What did the University of Rochester team achieve?
The newest compound on the superconducting chopping block is lutetium hydride, which scientists at the University of Rochester found transforms into a superconductor at 69 degrees Fahrenheit at 10 kilobars (145,000 psi) of pressure. For reference, the pressure at sea level is about 15 psi, while it’s about 16,000 psi at the bottom of the Mariana Trench, According to NOAA.
Obviously, 145,000 psi is still a file a lot of pressure. But it’s two orders of magnitude less than previously required to induce superconductivity in the team’s lab, according to the University of Rochester. launch.
According to Ranga Dias, a mechanical engineer at the University of Rochester who made the discovery in his lab, “We think we’re now in the era of modern superconductivity.”
But other members of Dias’ field are skeptical. Paper 2020 published in Nature by a team including Dias, claiming to achieve room-temperature superconductivity in carbon-sulfur hydride, and has received several updates regarding the dates and data therein. Then, in The article ‘Emerging Issues’ was published in Nature in August 2021Two physicists unaffiliated with Dias’ paper disputed the claims, postulating that the phenomena associated with superconductivity weren’t actually related to the vaunted state of matter.
In September 2022, Dias’ team’s original paper was withdrawn. But the new paper has crossed its hurdles (enough to get it published, at least, but also the now-retracted work).
According to The New York TimesIn an earlier misstep, Dias embeds word-for-word language from another scholar’s treatise into his own, an event that Dias recounts in forgotten citations.
In the latest experiment, the team collected a gaseous mixture of 99% hydrogen and 1% nitrogen and placed the gas in a chamber containing lutetium, an extremely rare earth metal. They let the gas and metal react for a few days at 392 Fahrenheit. The resulting compound glowed blue.
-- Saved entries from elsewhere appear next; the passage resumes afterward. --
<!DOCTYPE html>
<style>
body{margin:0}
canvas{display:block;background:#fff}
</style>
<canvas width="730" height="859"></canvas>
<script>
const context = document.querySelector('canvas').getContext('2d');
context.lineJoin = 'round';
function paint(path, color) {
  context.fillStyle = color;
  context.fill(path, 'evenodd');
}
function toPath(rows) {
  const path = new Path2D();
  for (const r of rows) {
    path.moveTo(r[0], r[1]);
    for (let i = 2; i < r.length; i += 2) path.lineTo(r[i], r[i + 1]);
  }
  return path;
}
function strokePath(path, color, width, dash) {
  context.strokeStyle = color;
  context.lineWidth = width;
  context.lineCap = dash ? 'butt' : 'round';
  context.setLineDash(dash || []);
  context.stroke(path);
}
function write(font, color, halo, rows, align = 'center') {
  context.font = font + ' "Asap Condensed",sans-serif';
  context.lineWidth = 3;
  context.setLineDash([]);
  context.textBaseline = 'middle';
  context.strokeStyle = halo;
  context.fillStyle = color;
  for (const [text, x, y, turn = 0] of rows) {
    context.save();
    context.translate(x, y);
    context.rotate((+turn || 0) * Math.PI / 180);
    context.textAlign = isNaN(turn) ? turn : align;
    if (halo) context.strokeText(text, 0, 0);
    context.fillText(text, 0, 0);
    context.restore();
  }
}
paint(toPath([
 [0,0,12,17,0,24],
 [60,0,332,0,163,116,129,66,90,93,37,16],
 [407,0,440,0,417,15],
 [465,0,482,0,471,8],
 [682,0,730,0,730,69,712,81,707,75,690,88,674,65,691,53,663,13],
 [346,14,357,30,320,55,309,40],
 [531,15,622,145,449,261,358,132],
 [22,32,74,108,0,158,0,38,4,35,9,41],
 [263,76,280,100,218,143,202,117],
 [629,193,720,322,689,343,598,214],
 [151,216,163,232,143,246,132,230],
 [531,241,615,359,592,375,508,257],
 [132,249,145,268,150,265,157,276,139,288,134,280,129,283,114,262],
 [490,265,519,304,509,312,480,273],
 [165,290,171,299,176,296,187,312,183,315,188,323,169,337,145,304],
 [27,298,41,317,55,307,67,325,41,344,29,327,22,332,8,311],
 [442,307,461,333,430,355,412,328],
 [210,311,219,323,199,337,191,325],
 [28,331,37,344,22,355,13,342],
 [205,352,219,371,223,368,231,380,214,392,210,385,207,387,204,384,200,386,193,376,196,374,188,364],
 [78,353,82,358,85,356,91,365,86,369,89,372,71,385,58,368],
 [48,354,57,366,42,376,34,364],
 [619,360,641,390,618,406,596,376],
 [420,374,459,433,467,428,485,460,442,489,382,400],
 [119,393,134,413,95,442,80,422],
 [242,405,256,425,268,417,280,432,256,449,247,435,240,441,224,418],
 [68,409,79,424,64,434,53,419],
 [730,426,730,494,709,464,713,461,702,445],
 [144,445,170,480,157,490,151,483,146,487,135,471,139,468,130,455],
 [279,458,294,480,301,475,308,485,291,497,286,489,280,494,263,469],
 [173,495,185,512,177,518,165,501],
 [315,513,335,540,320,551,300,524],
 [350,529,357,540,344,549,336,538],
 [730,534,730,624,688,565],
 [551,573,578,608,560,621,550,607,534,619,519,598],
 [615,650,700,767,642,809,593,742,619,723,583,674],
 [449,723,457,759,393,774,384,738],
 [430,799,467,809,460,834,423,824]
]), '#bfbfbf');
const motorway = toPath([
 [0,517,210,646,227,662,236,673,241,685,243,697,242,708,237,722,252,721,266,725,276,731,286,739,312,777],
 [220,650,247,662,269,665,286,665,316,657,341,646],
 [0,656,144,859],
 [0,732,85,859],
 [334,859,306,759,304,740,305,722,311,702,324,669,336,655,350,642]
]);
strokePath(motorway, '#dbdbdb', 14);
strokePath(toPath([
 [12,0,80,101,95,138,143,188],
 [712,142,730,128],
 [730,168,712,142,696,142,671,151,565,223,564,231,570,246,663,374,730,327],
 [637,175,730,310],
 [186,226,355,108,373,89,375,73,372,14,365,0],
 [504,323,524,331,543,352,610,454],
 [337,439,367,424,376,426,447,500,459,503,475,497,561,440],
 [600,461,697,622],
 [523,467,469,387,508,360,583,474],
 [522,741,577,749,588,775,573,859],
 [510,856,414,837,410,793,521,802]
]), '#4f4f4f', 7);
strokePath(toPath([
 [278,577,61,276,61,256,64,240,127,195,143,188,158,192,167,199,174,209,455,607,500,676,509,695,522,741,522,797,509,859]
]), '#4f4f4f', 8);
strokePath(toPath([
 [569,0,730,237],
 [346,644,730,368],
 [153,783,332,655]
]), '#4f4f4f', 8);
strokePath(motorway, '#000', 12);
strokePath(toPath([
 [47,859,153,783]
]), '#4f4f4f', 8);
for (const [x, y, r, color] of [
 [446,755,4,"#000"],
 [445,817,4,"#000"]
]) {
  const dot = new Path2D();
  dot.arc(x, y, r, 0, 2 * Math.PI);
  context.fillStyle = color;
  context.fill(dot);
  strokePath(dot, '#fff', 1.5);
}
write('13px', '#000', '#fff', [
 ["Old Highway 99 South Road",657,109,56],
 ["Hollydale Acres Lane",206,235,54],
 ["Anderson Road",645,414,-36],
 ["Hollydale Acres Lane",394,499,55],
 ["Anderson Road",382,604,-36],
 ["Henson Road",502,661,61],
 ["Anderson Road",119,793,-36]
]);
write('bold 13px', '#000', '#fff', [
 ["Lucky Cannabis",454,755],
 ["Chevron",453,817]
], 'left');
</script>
They pressed this compound into a diamond cell (The hardest metal, making it a regular feature in experiments where you want to squeeze, squeeze, or squeeze out the waste from something). When pressed between the diamonds, the compound made in Dias’ lab changed from blue to a bright reddish-pink. It has become superconductive.
If the result of the new experiment can be reproduced by other teams, it could be an exciting moment in the hunt for unobtainium in materials science: a true game-changer for electricity.
But for now, the search for the Holy Grail continues. How close is the materials science community to finding an explanation for it? But charging such a superconductor wouldn’t happen without resistance.